Reflection on Cao Yin's Lecture "The Return of Chen Ching Lin: A Chinese Deserter in the British Raj, 1943-46"
by Amanda Vijayakumar (student)
Cao Yin, an Associate Professor at Tsinghua University, travelled from China to tell us about the Chinese deserter, Chen Ching Lin. Chen Ching Lin had deserted from the 5th Army in the Burma theatre of WWII and landed up in British India. The question Cao Yin asked during the lecture was: what was so interesting about this one man that he became so well- documented by the British Raj?
Cao Yin started his presentation by showing us two files from The National Archives of India. The first file dated back to 19th of September, 1945, when, the British in Calcutta had arrested a person called Chen Chin Lin, because he had no papers or passport that could prove his identity. The second file was 30th of September, 1945, stated that a person, also called Chen Chin Lin, had left India. It also stated that no previous actions had been taken against him before his departure. The question the scholar Cao Yin thus asked was: why was there a discrepancy between the two files, and who was the real Chen Ching Lin?
Cao Yin explained the events which took place from 1943 to 1946, and we got some insight into the relationship between the British Raj and Chinese immigrants had in India. The presentation also showed, how well-documented Chen Ching Lin’s case as far as the British in India were concerned. After his arrival in India, the British had quickly come to the conclusion, that he was a spy and immediately started a search for him as he had gone missing. “He” was eventually found in Mumbai and in Assam.
“It’s a beginning to a story, a short story but a long one” Cao Yin said, and he was right. It may seem like a short story with just a simple case, where perhaps one Chinese man had sold his documents to another and confused the British authorities. But the story did not start from his arrest; it began way back before Chen Ching Lin had even arrived in India: what he did before arriving in India, how he got to India in the first place, and what he did in India during these years. It was a story of a deserter who tried to find a way of living under the British Raj and how the British handled the whole situation in a rather paranoid way. But in the end, Chen Ching Lin was deported back to where he came from.

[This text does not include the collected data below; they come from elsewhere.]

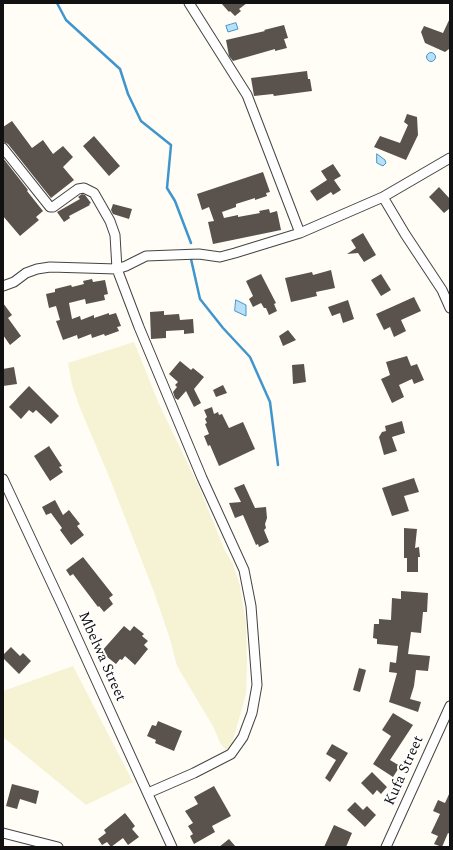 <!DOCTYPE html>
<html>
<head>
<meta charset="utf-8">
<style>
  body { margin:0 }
  #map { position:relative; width:453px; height:850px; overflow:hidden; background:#fffdf5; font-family:Spectral,serif }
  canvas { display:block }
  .frame { position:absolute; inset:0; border:4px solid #111; pointer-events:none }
</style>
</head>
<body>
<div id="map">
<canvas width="453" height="850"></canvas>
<div class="frame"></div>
</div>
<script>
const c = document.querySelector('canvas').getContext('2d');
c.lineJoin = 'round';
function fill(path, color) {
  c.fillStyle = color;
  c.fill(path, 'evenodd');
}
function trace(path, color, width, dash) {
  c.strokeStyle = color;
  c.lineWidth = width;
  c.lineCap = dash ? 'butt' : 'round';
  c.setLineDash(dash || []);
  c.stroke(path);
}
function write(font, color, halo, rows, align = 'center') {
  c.font = font + ' Spectral,serif';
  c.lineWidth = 4;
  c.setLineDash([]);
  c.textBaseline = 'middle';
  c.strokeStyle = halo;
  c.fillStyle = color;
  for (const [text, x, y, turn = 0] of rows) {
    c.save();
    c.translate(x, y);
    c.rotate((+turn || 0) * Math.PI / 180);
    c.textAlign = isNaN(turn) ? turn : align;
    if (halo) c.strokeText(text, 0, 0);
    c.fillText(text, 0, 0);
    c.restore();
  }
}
fill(new Path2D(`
  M134,342L159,404L199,487L225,551L233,564L240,586L246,623L247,662L246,694L229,754L220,743L214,728L177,666L170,639L154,592L110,479L80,408L72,385L68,363Z
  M73,666L133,782L86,805L3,737V691Z`), '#f6f3d4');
const water = new Path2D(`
  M236,23L238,29L228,32L226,26Z
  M426.5 57a4.5 4.5 0 1 1 9 0a4.5 4.5 0 1 1-9 0Z
  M377,154L385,160L386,163L383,166L377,163Z
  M236,300L246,305V316L235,311Z`);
fill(water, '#b9e0f7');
trace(water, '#3f96cf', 1);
trace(new Path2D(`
  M57,3L66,20L120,69L128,94L141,121L171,145L167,188L175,201L191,243
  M191,259L200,299L223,328L250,357L270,402L278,465`), '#3f96cf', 2.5);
fill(new Path2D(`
  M221,3H247L239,9L241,11L235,16L230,11L229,12Z
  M450,18V47L449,49L445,52L425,43L421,32L424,26L443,33Z
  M284,25L288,38L284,39L287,48L275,51V49L233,61L229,56L226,40L265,31L264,30Z
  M307,71L308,79H310L312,91L274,96L273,94L254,96L251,78Z
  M407,114L417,117L418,135L406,160L374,147L380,136L400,143L408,125L404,122Z
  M12,121L32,148L43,140L53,154L63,146L73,157L63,167L74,180L51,198L8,144L3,142V127Z
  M94,136L120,166L109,176L83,146Z
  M3,158L28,190L27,191L43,211L36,217L39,220L20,236L3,216Z
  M333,164L341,176L334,180L341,190L333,195L331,192L317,201L310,191L327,180L321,171Z
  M263,172L270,192L266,193L267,196L255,200V198L236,204V207L222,212L224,218L238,215V217L260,213L259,211L269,209L270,213L277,211L281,230L213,244L208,222L214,221L209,207L202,210L197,194Z
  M439,187L450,199V208L444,213L429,197Z
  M82,194L85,195L91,203L89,204L90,205L69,216L70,218L64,222L57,212L80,199L78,197Z
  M113,204L132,209L129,219L113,214L111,210Z
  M363,233L376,255L364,262L358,253L347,254L356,248L351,240Z
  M331,270L335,288L316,292L317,296L291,302L285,278L312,272L313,275Z
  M261,274L276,303L274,304L277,311L269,315L266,308H264L261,303L253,307L249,299L253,296L246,281Z
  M381,274L391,290L381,296L371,280Z
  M92,279L93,282L105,280L108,294L104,295L105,300L86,304L85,299L69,303L72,319L80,316L81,320L94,315V318L109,313V315L116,313L121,326L117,327L119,331L105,336L104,334L92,338L91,334L78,339L77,335L63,340L56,321L60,320L56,306L49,308L46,294L55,292V289L71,285L72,287L84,284L83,281Z
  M414,297L421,311L401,320L406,331L394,337L390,327L384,330L376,314Z
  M348,300L354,319L343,323L340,313L332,316L328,307Z
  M3,303L12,315L8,318L21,336L10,345L3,335Z
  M164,311V315L179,314L180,320L193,319L194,333L184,334V330L166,331V338L151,339L150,312Z
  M288,330L296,340L283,346L279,336Z
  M407,356L411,366L417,364L424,380L414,384L412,379L399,385L404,397L392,403L381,379L390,375L386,362Z
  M180,361L191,370L193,368L204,377L194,389L201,403L194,407L186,391L178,400L175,398L173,392L177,387L175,385L178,382L169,374Z
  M304,364L306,382L293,384L292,365Z
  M14,367L17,384L3,386V369Z
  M223,385L227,393L216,397L213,390Z
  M29,386L59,416L51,424L36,410L33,413L29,410L21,419L9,407Z
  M212,407L214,414L218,412L219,415L222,414L229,428L243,422L255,449L219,466L210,445L208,446L204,436L209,434L205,424L207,423L205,419L207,417L204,410Z
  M402,421L405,433L392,437L397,451L384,455L379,437L382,432L386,431L385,426Z
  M49,446L62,466L59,467L63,472L50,481L34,456Z
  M414,478L419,492L404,496L409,511L392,516L382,488Z
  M244,484L255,508L266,507L267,518L265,524L266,528L264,530L269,542L259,547L258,544L256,545L243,515L235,518L229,503L241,502L234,488Z
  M55,500L63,515L69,510L80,524L77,526L84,535L71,545L60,530L62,528L51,513L46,515L42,507Z
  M404,528L417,529L415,548L419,547L420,557H418V572H407V558H404Z
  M83,557L113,595L109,598L113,604L104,612L99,606L98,607L73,574L70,576L66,570Z
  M401,591L428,593L427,612H423L421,633L411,632L408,654L430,656L428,671L416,670L414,686L410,699L421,702L418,712L389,702L397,673L389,672L390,662L396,663L398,646L377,644V639L373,638L374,624H379V619L391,620L392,598L401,599Z
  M124,626L130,631L134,626L144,634L142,636L148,641L144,645L148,649L135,665L125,656L122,660L120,659L116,664L101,652Z
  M11,647L20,656L23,653L31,661L19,674L3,658V655Z
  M359,668L366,670L360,692L353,690Z
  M393,713L413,725L390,760L400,766L393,777L373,764L391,736L382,730Z
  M158,721L182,731L174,751L155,743L156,740L147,736L152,725L156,726Z
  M332,744L348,753L330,782L325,778L336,760L326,754Z
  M372,772L387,787L381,794L377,790L373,795L361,783Z
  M12,784L39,791L36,804L20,799L17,809L6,806Z
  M214,786L231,816L212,826L215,832L194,844L190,836L193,834L188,826L193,823L185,811L198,804L194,797Z
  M450,792V834L448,833L442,847L434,844L438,836L431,833L440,814L433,811L438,800L445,803Z
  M355,802L363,810L367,806L376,815L365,827L347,810Z
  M125,813L135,826L132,829L139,837L128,845L123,838L111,847L107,842L102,845L98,839L106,833L104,830Z
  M334,825L352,833L346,847H324Z
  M229,839L236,847H219Z`), '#5a524d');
const street = new Path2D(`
  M189,3L247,95L300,233
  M3,148L50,207H53L78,189L84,188L94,193L110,221L115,235L117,269L139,327L202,478L244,570L251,606L257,685L252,713L243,737L231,754L194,773L148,793
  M450,158L383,197L405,234L442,290L450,308
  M3,286L14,282L26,273L37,269L50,267L117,269L126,266L146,256L199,254L220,257L235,253L300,233L383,197
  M3,479L62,605L172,847
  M3,833L58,847
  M386,847L450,706`);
trace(street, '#444', 11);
trace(street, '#fff', 9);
write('15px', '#111', '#fff', [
  ["Mbelwa Street",101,657,66],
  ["Kufa Street",405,771,-66]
]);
</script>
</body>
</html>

The whole presentation gave an insight into how the British Raj handled Chinese deserters and, also the war situation in southeast Asia at the time. Perhaps the most intriguing bit of the story was about identities get easily mixed in records — something that can happen even today.
A big thanks to Cao Yin who gave a fantastic and instructive presentation about a man’s story involving both India and China in a historical context.